Борис Пастернак, генеральный директор издательского дома «Время»:
Основное отличие ярмарки в этом году — важное и печальное: она посвящена памяти Бориса Дубина. Он был интеллектуальным центром окололитературной мысли, и сегодня тут прошло целое заседание, когда в битком набитом зале собрались люди, которые его вспоминали, показывали документальные кадры, интервью. Дубин был культурологом, социологом и блестящим переводчиком, прекрасно писал и, самое примечательное, что он очень интересовался книжным процессом как исследователь. Каждый год он изучал, что и как читается. Он сообщал очень тревожные вещи относительно «читательской катастрофы» ещё до того, как это всё стало активно развиваться. Как социолог он такие процессы понимал очень хорошо.
Второе отличие — в центре главного зала находится большое «каре прилавков» Альянса независимых издательств. Это объединение множества мелких издательств, как правило, ориентирующихся на интеллектуальную литературу. Множество важных книг выходит именно у них. Год назад они были только в фойе, а сейчас оказались в самом центре, на почётном месте. На мой взгляд, это — правильно и заслужено.
А в остальном всё, как и раньше. Все важные имена и бренды сохранились. Единственное, не видно толстых журналов, хотя и они где-то должны быть. Впрочем, они переживают на лучшие времена сейчас, их выгоняют, выселяют и лишают помощи.
Относительно ситуации в стране есть ощущение некоторой сплочённости. Интеллектуальная среда почувствовала угрозу для себя и объединилась. Тут нет признаков раскола, когда половина плетёт своё — сколько людей здесь я ни встречал, мы разделяем одну точку зрения.
Но на ситуацию в литературе, кроме внутриполитической ситуации, влияет ещё такой фактор, как жёсткая конкуренция с электронной книгой, скачиванием и чтением в Интернете. Даже несколько удивительно, что бумажные книги ещё продаются. И как ситуация будет развиваться дальше, предполагать сложно, потом что зона обитания бумажных книг съеживается. Они есть, но тиражи существенно меньше, чем раньше. Что-то, выходящее в количестве больше 15000 экземпляров — уже бестселлер. Хотя реально читают гораздо больше. И все ходят тут и кивают друг другу, что да, плохо дело.
Светлана Алексиевич, писатель:
Сегодня во всём мире жанр non/fiction очень интересен и пользуется большим успехом. Это понятно, потому что мы стали свидетелями разочарования в возможностях нашего воображения.
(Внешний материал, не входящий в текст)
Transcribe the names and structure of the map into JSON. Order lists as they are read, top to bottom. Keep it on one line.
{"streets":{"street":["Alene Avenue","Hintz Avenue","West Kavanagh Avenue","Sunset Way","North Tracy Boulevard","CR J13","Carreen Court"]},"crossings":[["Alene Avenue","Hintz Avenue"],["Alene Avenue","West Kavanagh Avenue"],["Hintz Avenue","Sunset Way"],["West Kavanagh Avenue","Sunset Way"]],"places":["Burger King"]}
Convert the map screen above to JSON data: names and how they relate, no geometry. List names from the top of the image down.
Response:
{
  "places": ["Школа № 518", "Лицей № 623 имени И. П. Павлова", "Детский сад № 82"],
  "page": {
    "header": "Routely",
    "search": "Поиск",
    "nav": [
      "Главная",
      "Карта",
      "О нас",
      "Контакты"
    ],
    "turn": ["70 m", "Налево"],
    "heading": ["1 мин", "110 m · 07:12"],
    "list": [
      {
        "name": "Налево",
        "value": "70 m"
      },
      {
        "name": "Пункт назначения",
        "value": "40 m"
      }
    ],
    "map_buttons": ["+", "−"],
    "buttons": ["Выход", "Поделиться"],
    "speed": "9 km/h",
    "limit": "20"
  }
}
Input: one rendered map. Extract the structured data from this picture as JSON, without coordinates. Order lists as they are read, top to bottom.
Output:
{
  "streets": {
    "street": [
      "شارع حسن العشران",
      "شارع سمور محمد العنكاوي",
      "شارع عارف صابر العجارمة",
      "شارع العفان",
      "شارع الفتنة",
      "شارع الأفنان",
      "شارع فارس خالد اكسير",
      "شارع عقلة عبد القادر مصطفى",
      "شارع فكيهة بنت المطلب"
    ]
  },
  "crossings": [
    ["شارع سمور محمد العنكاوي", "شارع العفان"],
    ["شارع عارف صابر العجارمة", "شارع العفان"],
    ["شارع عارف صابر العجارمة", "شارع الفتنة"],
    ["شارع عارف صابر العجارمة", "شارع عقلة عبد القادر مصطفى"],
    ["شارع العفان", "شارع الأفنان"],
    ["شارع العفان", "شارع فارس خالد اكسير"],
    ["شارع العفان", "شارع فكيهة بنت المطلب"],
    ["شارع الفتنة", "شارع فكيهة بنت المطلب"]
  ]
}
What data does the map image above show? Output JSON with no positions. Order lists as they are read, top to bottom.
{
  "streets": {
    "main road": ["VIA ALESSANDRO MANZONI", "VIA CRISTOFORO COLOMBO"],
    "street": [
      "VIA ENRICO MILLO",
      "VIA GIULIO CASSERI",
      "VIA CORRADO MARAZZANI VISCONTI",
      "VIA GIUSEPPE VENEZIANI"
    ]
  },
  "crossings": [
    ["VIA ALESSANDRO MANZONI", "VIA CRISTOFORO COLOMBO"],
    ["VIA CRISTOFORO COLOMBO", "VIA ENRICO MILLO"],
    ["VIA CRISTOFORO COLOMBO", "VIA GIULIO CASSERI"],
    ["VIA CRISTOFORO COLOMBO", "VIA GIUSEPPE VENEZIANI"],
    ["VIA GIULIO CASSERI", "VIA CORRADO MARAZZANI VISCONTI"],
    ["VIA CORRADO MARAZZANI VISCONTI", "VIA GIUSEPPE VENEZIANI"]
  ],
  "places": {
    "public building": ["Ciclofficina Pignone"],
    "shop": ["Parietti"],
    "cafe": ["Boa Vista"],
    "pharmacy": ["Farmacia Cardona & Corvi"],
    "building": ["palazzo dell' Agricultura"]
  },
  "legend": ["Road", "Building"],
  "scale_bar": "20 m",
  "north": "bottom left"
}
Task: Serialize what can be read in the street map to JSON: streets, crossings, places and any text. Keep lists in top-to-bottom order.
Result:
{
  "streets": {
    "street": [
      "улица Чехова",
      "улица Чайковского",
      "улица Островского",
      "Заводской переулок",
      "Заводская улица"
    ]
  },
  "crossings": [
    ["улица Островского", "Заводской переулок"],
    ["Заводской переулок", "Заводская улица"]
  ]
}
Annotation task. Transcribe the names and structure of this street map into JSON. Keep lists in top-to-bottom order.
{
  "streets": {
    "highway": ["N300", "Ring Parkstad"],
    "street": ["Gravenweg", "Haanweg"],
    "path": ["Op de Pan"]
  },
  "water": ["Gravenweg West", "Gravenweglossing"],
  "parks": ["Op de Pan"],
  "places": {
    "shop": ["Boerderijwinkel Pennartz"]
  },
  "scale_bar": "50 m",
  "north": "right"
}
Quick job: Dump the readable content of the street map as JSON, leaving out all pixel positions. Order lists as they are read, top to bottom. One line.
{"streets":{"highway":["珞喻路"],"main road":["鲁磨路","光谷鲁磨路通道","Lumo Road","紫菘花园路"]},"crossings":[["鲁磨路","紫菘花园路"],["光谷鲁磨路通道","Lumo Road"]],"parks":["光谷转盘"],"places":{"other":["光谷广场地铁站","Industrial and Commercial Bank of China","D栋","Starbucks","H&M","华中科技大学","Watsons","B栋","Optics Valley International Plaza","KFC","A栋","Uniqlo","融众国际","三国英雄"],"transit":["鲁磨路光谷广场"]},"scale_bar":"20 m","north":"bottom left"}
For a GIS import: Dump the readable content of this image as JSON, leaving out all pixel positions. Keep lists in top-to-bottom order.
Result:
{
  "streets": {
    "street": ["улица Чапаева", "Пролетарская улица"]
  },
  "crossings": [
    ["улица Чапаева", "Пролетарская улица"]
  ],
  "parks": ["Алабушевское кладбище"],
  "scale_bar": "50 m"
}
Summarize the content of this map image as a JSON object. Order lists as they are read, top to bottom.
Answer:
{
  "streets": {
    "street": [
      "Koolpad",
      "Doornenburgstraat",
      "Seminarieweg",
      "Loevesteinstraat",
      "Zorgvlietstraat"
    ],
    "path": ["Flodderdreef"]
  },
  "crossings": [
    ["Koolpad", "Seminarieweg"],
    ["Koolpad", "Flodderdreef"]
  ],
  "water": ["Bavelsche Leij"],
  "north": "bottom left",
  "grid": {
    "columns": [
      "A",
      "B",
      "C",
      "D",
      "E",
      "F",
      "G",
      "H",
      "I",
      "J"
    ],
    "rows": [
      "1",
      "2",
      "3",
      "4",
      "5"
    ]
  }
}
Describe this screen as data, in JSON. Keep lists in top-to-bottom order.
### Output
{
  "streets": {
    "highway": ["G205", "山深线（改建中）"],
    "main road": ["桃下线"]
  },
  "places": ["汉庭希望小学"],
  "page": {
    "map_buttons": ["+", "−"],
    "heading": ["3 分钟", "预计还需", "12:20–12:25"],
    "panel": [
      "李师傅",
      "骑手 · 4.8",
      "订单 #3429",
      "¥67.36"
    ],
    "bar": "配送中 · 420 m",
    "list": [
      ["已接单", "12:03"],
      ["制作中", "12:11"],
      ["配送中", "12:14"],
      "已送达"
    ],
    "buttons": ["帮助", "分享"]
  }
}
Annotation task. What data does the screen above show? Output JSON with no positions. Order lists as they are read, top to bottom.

Реальность оказалась неожиданней и не понятней, чем можно было ожидать. И сегодня на ярмарке было очень много людей, очень много книг, и всё прошло чрезвычайно интересно. Думаю, что этот жанр будет главенствовать ещё долго.
Но российская литература в этом процессе на сегодняшний день занимает очень скромное положение. Мы всё ещё живём за счёт Толстого, Чехова и Достоевского, а все остальное существует в очень скромных вариантах.
Даниил Дондурей, культуролог, главный редактор журнала «Искусство кино»:
Это было символическое мероприятие, которое было призвано обозначить и самим участникам, и администрации, и каким-то людям из элит, что культура значима и важна. При этом существенных последствий для культуры не будет ни в узком смысле, ни в широком. Культура в узком смысле — это то, что в нашей стране и принято называть культурой: художественная деятельность, классика, досуг, развлечения, архитектура, дизайн. А культура в широком смысле — это то, что вообще практически не рефлексируется: ценности, мировоззрение, состояние морали, правила жизни, идеалы, образцы поведения. Ни в том, ни в другом понимании принятый документ не будет значимым.
Это просто отчётное самоутешение в конце года. Все идеи правильные, кроме специального вброса Мединского, существует много вариантов, которым мы поаплодируем, забудем и перейдём к году литературы. Единственная фраза, которую все транслируют и за которой видна настоящая чиновничья реакция — мысль о том, что надо употреблять меньше англицизмов на вывесках и в названиях фирм. Это чиновники быстро выполнят, и на этом всё закончится.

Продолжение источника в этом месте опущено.